If the child doesn't listen because he has a different idea, the parent can talk to him about what his idea is, and offer criticism of it, and ask questions about it (the child could learn a lot trying to answer questions about it). The parent could can also accept criticism of his own idea from the child. That way the child will learn to think of criticisms, and see which ones work and how well (some criticisms will result in a short explanation of how they are trivially mistaken, some will lead into a whole new area of interesting discussion, and some will lead to the parent changing his mind).
And if you're going to have a discussion with questions, criticism, new ideas, and explanations being exchanged, then that is just as if you were having a genuinely open-ended discussion where the final answer isn't a foregone conclusion. So as one final step, the parent should himself have an open minded, and it should really be a truth seeking discussion, instead of a "how to make the child listen to the idea I already KNOW is right" discussion.

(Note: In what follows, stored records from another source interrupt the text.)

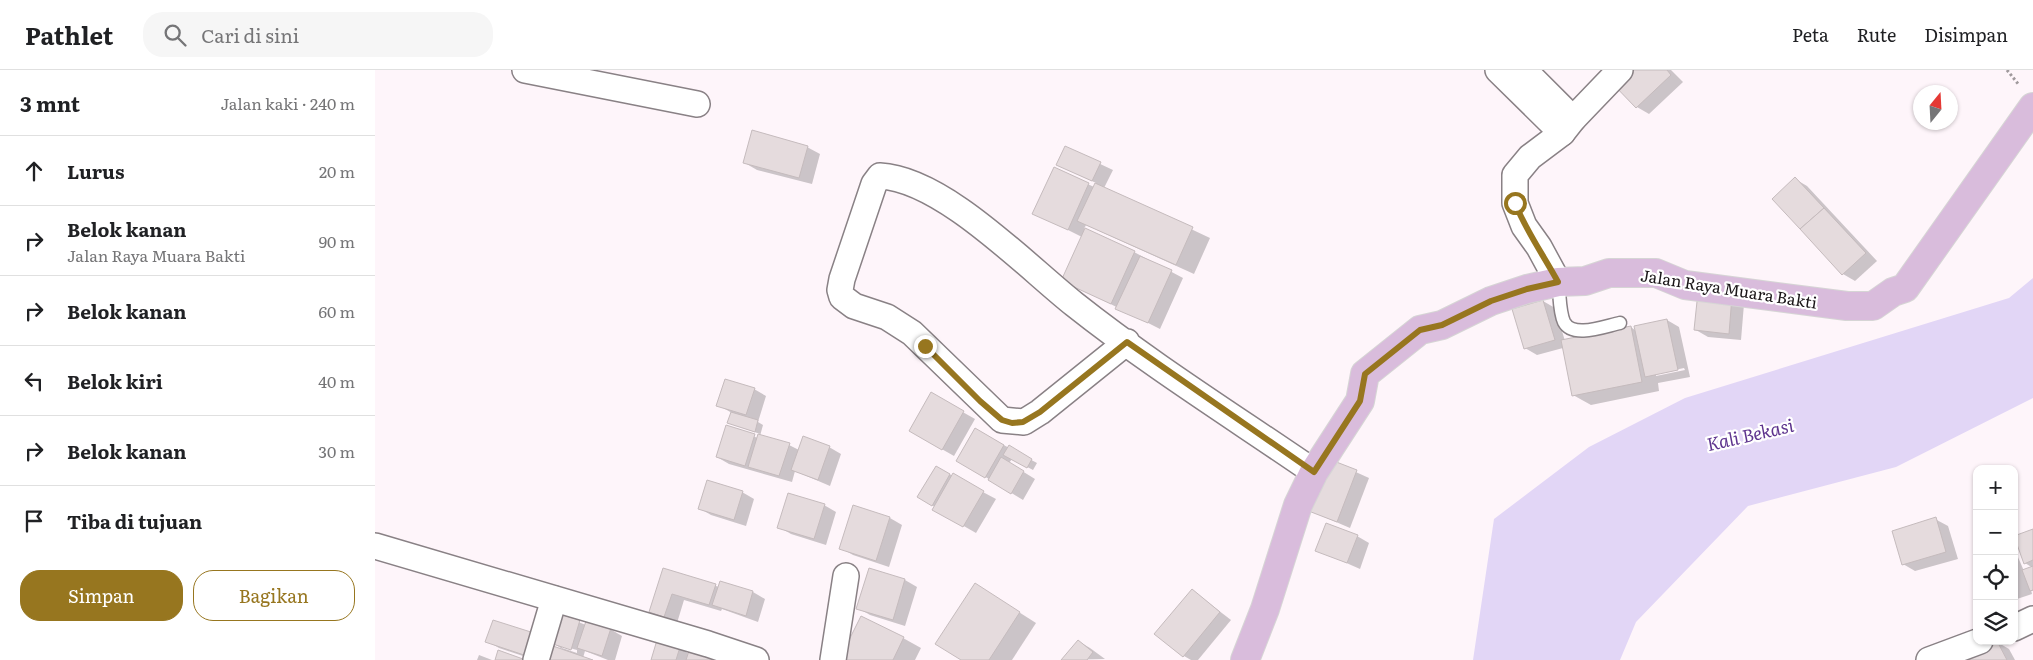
<!DOCTYPE html>
<html lang="id">
<head>
<meta charset="utf-8">
<style>
  :root { --surface:#fff; --page:#f6f6f6; --text:#202124; --muted:#757577; --line:#e0e0e0; --accent:#97761f }
  body { margin:0; font-family:Literata,serif; background:var(--page); color:var(--text) }
  .controls { position:absolute; right:15px; bottom:15px; display:grid; overflow:hidden; border-radius:10px; box-shadow:0 1px 4px #0004 }
  .controls button { width:45px; height:45px; display:grid; place-items:center; padding:0; border:0; border-bottom:1px solid var(--line); background:var(--surface); color:var(--text); font:25px sans-serif }
  .compass { position:absolute; left:1538px; top:15px; width:45px; height:45px; border-radius:50%; background:var(--surface); box-shadow:0 1px 4px #0004; rotate:18deg }
  .stop { position:absolute; width:15px; height:15px; margin:-11px; border:4px solid #97761f; border-radius:50%; background:#fff }
  .stop.end { background:#97761f; border-color:#fff; box-shadow:0 1px 5px #0008 }
  .list { margin:0; padding:0; list-style:none }
  h2 { display:flex; justify-content:space-between; align-items:center; height:65px; margin:0; padding:0 20px; font-size:21px }
  h2 small { font-size:16px; font-weight:400; color:var(--muted) }
  .list li { display:grid; grid-template-columns:32px 1fr auto; gap:15px; align-items:center; box-sizing:border-box; height:70px; padding:0 20px; border-top:1px solid var(--line) }
  .list b { display:block; font-size:19px; white-space:nowrap }
  .list p { margin:0; font-size:16px; white-space:nowrap; color:var(--muted) }
  .list em { font-size:16px; font-style:normal; color:var(--muted) }
  .actions { display:flex; gap:10px; padding:15px 20px }
  .actions a { flex:1; padding:11px 0; border:1px solid var(--accent); border-radius:20px; text-align:center; font-size:18px; color:var(--accent) }
  .actions .main { background:var(--accent); color:#fff }
  .icon { flex:none; width:28px; height:28px; fill:none; stroke:currentColor; stroke-width:2; stroke-linecap:round; stroke-linejoin:round }
  .map { position:relative; flex:none; width:1658px; height:590px; overflow:hidden }
  header { display:flex; align-items:center; gap:30px; box-sizing:border-box; height:70px; padding:0 25px; background:var(--surface); border-bottom:1px solid var(--line) }
  header strong { font-size:24px }
  nav { display:flex; gap:28px; margin-inline-start:auto; font-size:18px }
  .search { width:350px; height:45px; background:var(--page); display:flex; align-items:center; gap:12px; box-sizing:border-box; padding:0 18px; border-radius:20px; color:var(--muted); font-size:19px }
  main { display:flex }
  aside { flex:1; background:var(--surface) }
  .map>svg:first-child { display:block }
  .water { fill:#e2d6f6 }
  .shadow { fill:#0003; fill-rule:evenodd }
  .building { fill:#e5dbdd; stroke:#c5bbbd }
  .lines { fill:none; stroke-linecap:round; stroke-linejoin:round }
  .service-casing { stroke:#898185; stroke-width:15 }
  .minor-casing { stroke:#898185; stroke-width:28 }
  .primary-casing { stroke:#d6d5d5; stroke-width:30 }
  .path { stroke:#a0999c; stroke-width:3; stroke-dasharray:2.5 2.5; stroke-linecap:butt }
  .service { stroke:#fff; stroke-width:12 }
  .minor { stroke:#fff; stroke-width:25 }
  .primary { stroke:#d9bcdc; stroke-width:28 }
  .route { stroke:#97761f; stroke-width:6 }
  .labels { text-anchor:middle; dominant-baseline:central; stroke-width:4.5; stroke-linejoin:round; paint-order:stroke }
  .street-label { font-size:16px; fill:#1a1618; stroke:#fff }
  .water-label { font-size:18px; font-style:italic; fill:#5e348e; stroke:#fff }
</style>
</head>
<body>
<header>
<strong>Pathlet</strong>
<div class="search"><svg class="icon" aria-label="search" viewBox="0 0 24 24"><circle cx="10" cy="10" r="6"/><path d="M15 15l6 6"/></svg>Cari di sini</div>
<nav><a>Peta</a><a>Rute</a><a>Disimpan</a></nav>
</header>
<main>
<aside>
<h2>3 mnt<small>Jalan kaki · 240 m</small></h2>
<ul class="list">
<li><svg class="icon" aria-label="ahead" viewBox="0 0 24 24"><path d="M12 20V5M6 11l6-6 6 6"/></svg><div><b>Lurus</b></div><em>20 m</em></li>
<li><svg class="icon" aria-label="right" viewBox="0 0 24 24"><path d="M7 20v-9h11M14 6l5 5-5 5"/></svg><div><b>Belok kanan</b><p>Jalan Raya Muara Bakti</p></div><em>90 m</em></li>
<li><svg class="icon" aria-label="right" viewBox="0 0 24 24"><path d="M7 20v-9h11M14 6l5 5-5 5"/></svg><div><b>Belok kanan</b></div><em>60 m</em></li>
<li><svg class="icon" aria-label="left" viewBox="0 0 24 24"><path d="M17 20v-9H6M10 6l-5 5 5 5"/></svg><div><b>Belok kiri</b></div><em>40 m</em></li>
<li><svg class="icon" aria-label="right" viewBox="0 0 24 24"><path d="M7 20v-9h11M14 6l5 5-5 5"/></svg><div><b>Belok kanan</b></div><em>30 m</em></li>
<li><svg class="icon" aria-label="arrive" viewBox="0 0 24 24"><path d="M6 21V4h12l-3 4 3 4H6"/></svg><div><b>Tiba di tujuan</b></div></li>
</ul>
<div class="actions"><a class="main">Simpan</a><a>Bagikan</a></div>
</aside>
<div class="map">
<svg width="1658" height="590" viewBox="0 0 1658 590">
  <rect width="100%" height="100%" fill="#fef5fa"/>
  <path class="water" d="M1658 208V328L1521 397 1373 436 1261 552 1245 590H1098L1119 449 1214 377 1310 328 1634 228Z"/>
  <g class="shadow">
    <path d="M1254 0H1296L1308 12 1274 44 1262 37Z"/>
    <path d="M432 77 445 84 437 114 382 100 370 93Z"/>
    <path d="M691 78 738 100 729 118 835 168 819 204 711 155 709 159 759 182 808 208 785 259 688 210 707 167 659 143 679 98 719 117 721 113 683 95Z"/>
    <path d="M1420 109 1432 116 1502 191 1480 211 1468 204 1398 129Z"/>
    <path d="M1324 224 1369 234 1366 270 1333 267 1321 260Z"/>
    <path d="M1168 231 1180 238 1190 271 1256 257 1261 261 1292 250 1304 257 1315 307 1283 313 1284 321 1216 335 1198 325 1188 278 1162 285 1150 278ZM1309 298 1310 300 1281 306V304Z"/>
    <path d="M379 319 391 326 383 352 388 355 385 366 414 375 424 380 454 377 466 384 455 416 420 401 417 412 354 394 342 387 351 357 383 368 385 364 354 353 357 343 343 335Z"/>
    <path d="M556 324 600 349 579 386 535 361Z"/>
    <path d="M601 360 662 393 658 400 637 389 634 393 660 409 648 430 583 390Z"/>
    <path d="M952 389 994 408 975 458 933 440Z"/>
    <path d="M561 397 621 429 601 463 559 439 560 437 544 427Z"/>
    <path d="M367 422 379 429 371 456 336 445 324 438Z"/>
    <path d="M449 435 461 442 451 475 416 464 404 457Z"/>
    <path d="M515 448 527 455 514 497 478 485 466 478Z"/>
    <path d="M1560 449 1573 456 1583 489 1540 501 1528 494Z"/>
    <path d="M1658 460V521L1656 520 1657 524 1639 530V478L1649 501 1658 498 1650 493 1639 468Z"/>
    <path d="M982 466 994 473 985 499 942 480Z"/>
    <path d="M1602 481V492L1598 482Z"/>
    <path d="M289 499 344 517 346 512 378 522 390 529 383 552 347 539 346 541 309 530 302 553 288 549 276 542Z"/>
    <path d="M495 500 530 510 542 517 530 556 495 545 483 538Z"/>
    <path d="M817 520 856 550 823 590H816L809 586Z"/>
    <path d="M617 525 661 553 637 590H588Z"/>
    <path d="M185 545 211 555 235 559 247 566 240 590H233L210 581 208 588 214 590H174L189 580 176 572ZM187 576 202 580V583L187 578Z"/>
    <path d="M118 551 160 590 124 578 112 571Z"/>
    <path d="M528 568 546 578 540 590H466Z"/>
    <path d="M703 571 715 578 730 589 688 590Z"/>
    <path d="M1622 572 1634 579 1640 590H1586Z"/>
    <path d="M305 578 314 584 363 590H277Z"/>
    <path d="M104 585 117 590H118H102Z"/>
  </g>
  <g class="building">
    <path d="M1252 0H1292L1296 5 1261 38 1237 13Z"/>
    <path d="M377 60 433 76 424 108 368 93Z"/>
    <path d="M690 76 726 92 717 111 681 95Z"/>
    <path d="M679 97 714 113 693 160 657 144Z"/>
    <path d="M1420 107 1449 138 1425 159 1397 129Z"/>
    <path d="M720 113 818 157 801 195 702 151Z"/>
    <path d="M1449 138 1491 183 1467 205 1425 159Z"/>
    <path d="M710 158 760 181 736 234 686 211Z"/>
    <path d="M765 186 797 200 773 253 740 239Z"/>
    <path d="M1323 222 1357 226 1354 264 1319 260Z"/>
    <path d="M1168 230 1180 270 1149 279 1137 239Z"/>
    <path d="M1292 249 1303 300 1270 307 1259 256Z"/>
    <path d="M1256 256 1267 312 1197 326 1186 270Z"/>
    <path d="M350 309 380 318 371 345 341 336Z"/>
    <path d="M556 322 589 341 567 380 534 361Z"/>
    <path d="M356 342 383 350 380 362 352 353Z"/>
    <path d="M351 355 380 364 370 396 341 387Z"/>
    <path d="M600 358 629 375 610 408 581 391Z"/>
    <path d="M383 364 415 373 404 406 373 397Z"/>
    <path d="M428 366 455 376 443 410 416 400Z"/>
    <path d="M634 375 657 389 652 398 628 385Z"/>
    <path d="M626 387 649 401 636 424 613 410Z"/>
    <path d="M951 388 982 400 962 452 931 440Z"/>
    <path d="M561 396 575 404 557 436 542 427Z"/>
    <path d="M578 403 609 421 588 457 557 440Z"/>
    <path d="M332 410 368 421 359 450 323 439Z"/>
    <path d="M413 423 450 434 439 469 402 458Z"/>
    <path d="M478 435 515 447 501 491 464 479Z"/>
    <path d="M1561 447 1571 482 1527 495 1517 461Z"/>
    <path d="M951 453 983 465 972 493 940 481Z"/>
    <path d="M1658 459V490L1649 494 1639 466Z"/>
    <path d="M1658 496V520L1655 521 1647 500Z"/>
    <path d="M288 498 341 514 334 535 297 524 289 547 274 542Z"/>
    <path d="M494 498 530 509 518 550 481 539Z"/>
    <path d="M345 511 378 521 371 546 337 535Z"/>
    <path d="M600 513 645 542 614 590H586L560 574Z"/>
    <path d="M817 519 845 542 808 587 779 564Z"/>
    <path d="M184 544 205 550 196 580 175 573Z"/>
    <path d="M486 546 529 567 518 590H464Z"/>
    <path d="M118 550 159 563 152 586 110 572Z"/>
    <path d="M211 551 236 558 227 586 202 578Z"/>
    <path d="M282 570 305 577 301 590H276Z"/>
    <path d="M703 570 718 582 712 590H686Z"/>
    <path d="M1620 571H1622L1632 590H1583Z"/>
    <path d="M316 575 340 583 338 590H311Z"/>
    <path d="M178 576 218 590H173Z"/>
    <path d="M123 580 148 589V590H120Z"/>
  </g>
  <g class="lines">
    <defs>
      <path id="service" d="M1183 212C1185 224 1184 241 1189 252 1198 269 1230 256 1245 253"/>
      <g id="minor">
        <path d="M150 0 322 34"/>
        <path d="M1123 0 1187 63"/>
        <path d="M1149 0 1198 49"/>
        <path d="M1183 212 1164 177 1149 156 1140 133V105L1155 87 1187 63 1198 49 1245 0"/>
        <path d="M752 272 665 342 649 352 627 350 537 263 512 247 479 236 467 227 465 220 467 209 499 114 505 106C568 109 651 196 699 234 776 295 859 347 939 402"/>
        <path d="M0 476 333 574 381 590"/>
        <path d="M1639 558 1658 549"/>
        <path d="M161 590 179 529"/>
        <path d="M458 590 471 506"/>
        <path d="M1554 590 1605 571"/>
      </g>
      <path id="primary" d="M870 590 890 539 923 435 939 402 985 331 990 304 1045 260 1067 255 1116 231 1152 219 1183 212 1210 211 1234 203H1281L1310 215 1472 236H1498L1518 222 1530 218 1658 37"/>
    </defs>
    <use href="#service" class="service-casing"/>
    <use href="#minor" class="minor-casing"/>
    <use href="#primary" class="primary-casing"/>
    <path class="path" d="M1632 0 1644 15"/>
    <use href="#service" class="service"/>
    <use href="#minor" class="minor"/>
    <use href="#primary" class="primary"/>
  </g>
  <g class="lines">
    <path class="route" d="M550 276 605 331 627 350 637 353 648 352 665 342 752 272 939 402 985 331 990 304 1045 260 1067 255 1116 231 1152 219 1183 212C1169 186 1151 161 1140 133"/>
  </g>
  <g class="labels">
    <g class="street-label">
      <text transform="translate(1354 218) rotate(9)">Jalan Raya Muara Bakti</text>
    </g>
    <g class="water-label">
      <text transform="translate(1375 364) rotate(-13)">Kali Bekasi</text>
    </g>
  </g>
</svg>
<div class="controls">
<button>+</button>
<button>−</button>
<button><svg class="icon" aria-label="locate" viewBox="0 0 24 24"><circle cx="12" cy="12" r="6"/><path d="M12 2v4M12 18v4M2 12h4M18 12h4"/></svg></button>
<button><svg class="icon" aria-label="layers" viewBox="0 0 24 24"><path d="M12 4l9 5-9 5-9-5zM3 14l9 5 9-5"/></svg></button>
</div>
<svg class="compass" viewBox="-18 -18 36 36"><path d="M0-13l5 13h-10z" fill="#e53935"/><path d="M0 13l5-13h-10z" fill="#757577"/></svg>
<div class="stop" style="left:1140px;top:133px"></div>
<div class="stop end" style="left:550px;top:276px"></div>
</div>
</main>
</body>
</html>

If your idea is right, it will be the conclusion of a truth seeking discussion anyway, so you don't have anything to lose.
A theme of TCS is to have discussions where you try to learn something (about what is true, rather than just sticking to the ideas you already have), and find a way of proceeding that everyone is happy with (or content with, the point is no one is distressed or suffering or hates it). But what if your child doesn't speak English yet? Or doesn't want to sit still and talk for an hour?
I only use the word 'discussion' because I don't know a better one. The important thing is there be communication with certain qualities. It can be spread into lots of little pieces with no long sessions, that's fine. If it's not in English, that's fine too, just try to express things (like options the child has) and try to understand things the child communicates (like whether he likes or dislikes something) and keep an open mind (if you expect your child to like something, but he hates it, then your prediction was mistaken and you need to change your mind about what your child's preferences are). So young children who don't have long, English discussions are no problem.
The 'discussion' (communication) does need to have certain properties. It needs to be rational. That means if either side has a mistaken idea it could be corrected. It means ideas are treated as having a degree of uncertainty. It means never relying on authority in place of using your own judgment and understanding, and especially not expecting your child to submit to authority against his better judgment. The communication needs to facilitate voluntary interaction. That means if a child should do something, you don't force him to do it, you help him understand why it's right. If something is morally right, and you don't help a child see that for himself, then you are doing him a great disservice. And if you force him to do it while he thinks its wrong, you are making him act in a way he considers wrong so he loses respect for right and wrong, and also for you. Principles like these work just as well with young children as older children, and also work with adults. Forcing adults to do things is bad too, and with adults too if something is right to do (like being kind to one's children) then it's very important he understand that for himself, and not do it just because someone commanded him to.